Titus Kaphar, an African American painter, discovered the same thing in his first art history class. In truth, curriculum and society in the Western World continue to prioritize European traditions over the rich history of other cultures. Black artists have always been present, and it’s time to stop hiding these incredible artists in footnotes and sidebars. Today, I hope to introduce you to some amazing Black modern artists whose work highlights the nuances of racism and untold histories.
1. Titus Kaphar
Born in 1976, Titus Kaphar is an American painter and sculptor who works to transform the styles and mediums of historical Black representation in art, as described on his website. He recreates artworks which feature the untold history of Black Americans and draws attention to absences, injustices, and inner depths. His work is dynamic–his process of revealing untold stories often involves cutting, tearing, covering, folding, and gluing. In his Ted Talk, Can Art Amend History? (2017) Kaphar discusses his experience as an art history student. He found the curriculum to be lacking information about Black subjects and artists, and thus he was inspired to begin his work as an artist. In the Ted Talk, he completes one of his infamous whitewash paintings titled Shifting the Gaze (2017), where he uses white paint to carve out a Black boy hidden in the shadows of a copy of a seventeenth-century family portrait. The boy is believed to be the family’s servant according to brooklynmuseum.org. Kaphar questions why we can find extensive information about the white family in the painting, but nothing about who this boy was. Thus, by painting the boy into focus, he advocates for rewriting history in a more inclusive way.
2. Kara Walker
Kara Walker, born in 1969, is said to be “among the most complex and prolific American artists of her generation” according to walkerart.org. She uses multiple mediums to explore the damaging legacy of slavery in America, including her cut-paper silhouettes that have received national and international recognition. The silhouette technique has roots in the Victorian art of shadow portraits, but Walker adapts the art form to a larger scale and applies it directly to a wall. The silhouettes depict historical narratives that are laced with themes of sexuality, violence, and oppression. Moma.org reports that her New York debut, Gone: A Historical Romance of a Civil War as It Occurred b’tween the Dusky Thighs of One Young Negress and Her Heart (1994) explores all of these ideas with caricatured imagery that disrupts conventional power and gender dynamics. Walker also works with film and sculpture. Her website can be found here.
3. Amy Sherald
Amy Sherald, born in Columbus, Georgia in 1973 is a painter who is highly influenced by her time attending a mostly-white private school in her youth, according to nmwa.org. Her art is influenced by the issues of race and identity in the American South that she faced during those years and beyond. According to harpersbazaar.com, she is particularly known for painting her subjects in black and white as a way of challenging the concept of color-as-race, as well as for painting Black people in garb that is free of social context in labels. One such work is her painting They Call Me Redbone but I’d Rather Be Strawberry Shortcake (2009). In challenging the idea of racial identity as an essential attribute, Sherald questions whether race might instead by a performance in response to societal expectations. Her black and white skin tones provoke similar reflection, and encourage seeing a person first and their social identities second. Her instagram can be found here.
4. Omar victor Diop
For our last artist, I’d like to include one Black artist I actually did learn about in my art history course. Omar Victor Diop shares on his website that he was born in Dakar in 1980 and is a Senegalese photographer. He developed an interest in Photography and Design early on, and is interested in the diversity of African societies and lifestyles in the modern world. One of his most famous collections is titled Diaspora (2014), and it is a series of self portraits that Diop took, recreating portraits of notable Africans in European history. The project represents an awakening in which Diop realized how intertwined African history is with the rest of the world–and yet, it is often forgotten. He includes a soccer ball in each portrait, in order to represent the duality of glory and being “the other.” The soccer ball also serves as a reminder of the relevancy of his work. His other work plays with similar dualities, of past and present, of power and oppression, of Africa and its messy entanglement with the Western World.

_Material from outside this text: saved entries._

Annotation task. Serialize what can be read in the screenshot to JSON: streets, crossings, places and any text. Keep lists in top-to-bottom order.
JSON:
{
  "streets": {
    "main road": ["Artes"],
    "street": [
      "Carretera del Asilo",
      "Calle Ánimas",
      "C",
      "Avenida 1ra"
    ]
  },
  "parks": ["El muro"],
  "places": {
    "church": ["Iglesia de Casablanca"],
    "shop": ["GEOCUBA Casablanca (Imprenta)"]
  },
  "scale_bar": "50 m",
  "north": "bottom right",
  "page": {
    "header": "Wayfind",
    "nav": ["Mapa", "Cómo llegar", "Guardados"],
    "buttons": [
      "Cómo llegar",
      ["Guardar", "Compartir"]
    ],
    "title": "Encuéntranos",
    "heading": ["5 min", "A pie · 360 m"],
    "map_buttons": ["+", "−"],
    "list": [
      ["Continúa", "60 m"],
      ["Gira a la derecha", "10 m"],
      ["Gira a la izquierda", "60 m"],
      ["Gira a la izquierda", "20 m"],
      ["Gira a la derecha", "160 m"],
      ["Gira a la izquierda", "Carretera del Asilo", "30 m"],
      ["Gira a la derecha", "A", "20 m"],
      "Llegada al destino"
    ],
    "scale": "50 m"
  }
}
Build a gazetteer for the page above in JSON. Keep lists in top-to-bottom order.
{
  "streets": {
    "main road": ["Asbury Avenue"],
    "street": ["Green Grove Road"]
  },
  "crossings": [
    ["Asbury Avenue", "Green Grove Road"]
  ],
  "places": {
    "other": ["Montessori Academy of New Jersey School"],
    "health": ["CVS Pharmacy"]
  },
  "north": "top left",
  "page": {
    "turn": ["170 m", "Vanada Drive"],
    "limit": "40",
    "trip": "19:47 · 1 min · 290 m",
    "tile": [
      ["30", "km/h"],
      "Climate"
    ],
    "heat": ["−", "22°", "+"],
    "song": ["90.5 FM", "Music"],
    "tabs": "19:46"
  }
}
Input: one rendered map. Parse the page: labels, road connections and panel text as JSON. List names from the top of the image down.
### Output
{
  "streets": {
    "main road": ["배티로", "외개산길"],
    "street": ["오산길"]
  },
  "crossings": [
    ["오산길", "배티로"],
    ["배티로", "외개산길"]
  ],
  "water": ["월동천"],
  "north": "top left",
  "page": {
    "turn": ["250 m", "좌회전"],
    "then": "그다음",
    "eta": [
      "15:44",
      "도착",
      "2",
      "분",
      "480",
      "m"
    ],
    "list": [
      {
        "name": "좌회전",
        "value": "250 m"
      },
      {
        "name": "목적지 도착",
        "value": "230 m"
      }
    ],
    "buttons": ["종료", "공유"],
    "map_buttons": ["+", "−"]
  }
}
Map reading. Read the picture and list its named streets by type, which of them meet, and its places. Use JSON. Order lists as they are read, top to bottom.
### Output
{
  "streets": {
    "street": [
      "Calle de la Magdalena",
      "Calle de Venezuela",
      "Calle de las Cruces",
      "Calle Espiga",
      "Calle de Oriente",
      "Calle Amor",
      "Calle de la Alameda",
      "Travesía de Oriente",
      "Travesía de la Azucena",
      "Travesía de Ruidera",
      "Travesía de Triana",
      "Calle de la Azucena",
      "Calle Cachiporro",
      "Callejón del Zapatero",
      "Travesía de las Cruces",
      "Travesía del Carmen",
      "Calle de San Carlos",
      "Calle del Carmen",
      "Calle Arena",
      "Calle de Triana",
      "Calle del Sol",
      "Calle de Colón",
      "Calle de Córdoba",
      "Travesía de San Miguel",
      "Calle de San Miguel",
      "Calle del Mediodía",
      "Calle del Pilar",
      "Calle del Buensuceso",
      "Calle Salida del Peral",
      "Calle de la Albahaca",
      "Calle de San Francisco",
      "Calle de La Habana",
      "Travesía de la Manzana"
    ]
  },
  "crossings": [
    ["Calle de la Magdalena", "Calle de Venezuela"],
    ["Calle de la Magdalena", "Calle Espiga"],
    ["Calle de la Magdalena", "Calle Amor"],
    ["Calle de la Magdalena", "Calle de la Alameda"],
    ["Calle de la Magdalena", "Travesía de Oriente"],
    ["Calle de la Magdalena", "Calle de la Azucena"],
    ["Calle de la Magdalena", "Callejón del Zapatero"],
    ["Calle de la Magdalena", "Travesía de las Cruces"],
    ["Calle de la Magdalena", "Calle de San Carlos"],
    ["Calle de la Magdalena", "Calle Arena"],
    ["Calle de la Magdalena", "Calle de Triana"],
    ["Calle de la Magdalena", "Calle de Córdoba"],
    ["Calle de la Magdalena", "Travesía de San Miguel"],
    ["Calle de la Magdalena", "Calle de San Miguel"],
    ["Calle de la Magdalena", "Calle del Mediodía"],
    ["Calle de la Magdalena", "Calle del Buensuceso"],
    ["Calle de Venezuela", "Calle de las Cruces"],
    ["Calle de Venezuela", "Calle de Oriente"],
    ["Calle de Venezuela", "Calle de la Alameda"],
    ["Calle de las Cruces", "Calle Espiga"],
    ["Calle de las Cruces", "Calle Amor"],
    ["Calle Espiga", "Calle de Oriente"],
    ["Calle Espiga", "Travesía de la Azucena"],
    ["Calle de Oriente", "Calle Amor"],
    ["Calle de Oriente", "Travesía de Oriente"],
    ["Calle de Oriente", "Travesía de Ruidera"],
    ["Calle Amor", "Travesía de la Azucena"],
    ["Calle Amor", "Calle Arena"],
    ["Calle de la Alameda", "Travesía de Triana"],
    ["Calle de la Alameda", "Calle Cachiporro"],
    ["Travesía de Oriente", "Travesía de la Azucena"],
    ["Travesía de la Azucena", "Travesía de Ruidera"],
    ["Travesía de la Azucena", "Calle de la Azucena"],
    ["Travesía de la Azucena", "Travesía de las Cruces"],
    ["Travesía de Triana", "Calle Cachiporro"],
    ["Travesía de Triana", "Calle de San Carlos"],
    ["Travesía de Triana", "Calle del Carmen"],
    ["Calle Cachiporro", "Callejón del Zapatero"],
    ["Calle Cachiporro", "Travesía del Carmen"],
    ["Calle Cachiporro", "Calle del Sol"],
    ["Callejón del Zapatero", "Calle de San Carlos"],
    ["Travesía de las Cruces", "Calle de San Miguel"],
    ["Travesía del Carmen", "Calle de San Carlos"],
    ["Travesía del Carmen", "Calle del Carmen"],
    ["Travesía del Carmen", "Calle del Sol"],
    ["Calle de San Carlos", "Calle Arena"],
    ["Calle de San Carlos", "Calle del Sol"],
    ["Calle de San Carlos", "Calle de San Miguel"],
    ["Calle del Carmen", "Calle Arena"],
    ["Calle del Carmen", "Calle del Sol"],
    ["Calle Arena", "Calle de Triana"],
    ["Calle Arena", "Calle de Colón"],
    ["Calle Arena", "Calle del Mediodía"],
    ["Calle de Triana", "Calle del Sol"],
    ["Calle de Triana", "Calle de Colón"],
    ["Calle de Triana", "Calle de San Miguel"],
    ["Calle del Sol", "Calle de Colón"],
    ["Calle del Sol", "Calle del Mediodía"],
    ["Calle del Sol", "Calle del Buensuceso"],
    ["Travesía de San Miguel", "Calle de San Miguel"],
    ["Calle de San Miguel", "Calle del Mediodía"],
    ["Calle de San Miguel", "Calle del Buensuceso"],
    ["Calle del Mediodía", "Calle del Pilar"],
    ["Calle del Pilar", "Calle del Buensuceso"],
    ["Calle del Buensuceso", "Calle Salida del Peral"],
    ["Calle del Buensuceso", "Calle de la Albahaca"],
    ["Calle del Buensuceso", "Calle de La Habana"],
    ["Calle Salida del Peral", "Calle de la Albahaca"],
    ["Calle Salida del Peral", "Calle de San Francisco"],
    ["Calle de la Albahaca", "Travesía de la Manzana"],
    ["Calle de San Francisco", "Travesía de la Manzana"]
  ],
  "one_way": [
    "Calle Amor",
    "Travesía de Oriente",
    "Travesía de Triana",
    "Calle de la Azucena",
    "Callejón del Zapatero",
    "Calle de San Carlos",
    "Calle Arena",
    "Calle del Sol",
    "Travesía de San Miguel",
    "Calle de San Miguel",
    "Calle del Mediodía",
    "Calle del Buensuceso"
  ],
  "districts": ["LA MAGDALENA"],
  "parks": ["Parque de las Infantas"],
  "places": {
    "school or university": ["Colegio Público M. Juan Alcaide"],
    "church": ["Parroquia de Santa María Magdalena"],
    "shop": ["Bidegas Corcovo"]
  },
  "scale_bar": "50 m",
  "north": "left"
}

These are just a few notable Black artists using their art to speak against injustice. I highly encourage any readers to do their own research on Black artists of past and present whose untold histories are deeply intertwined with the histories we are taught in school. In short, these artists teach us to read between the lines and look for the gaps in our curriculum, and to challenge the traditions and stereotypes that perpetuate our everyday lives.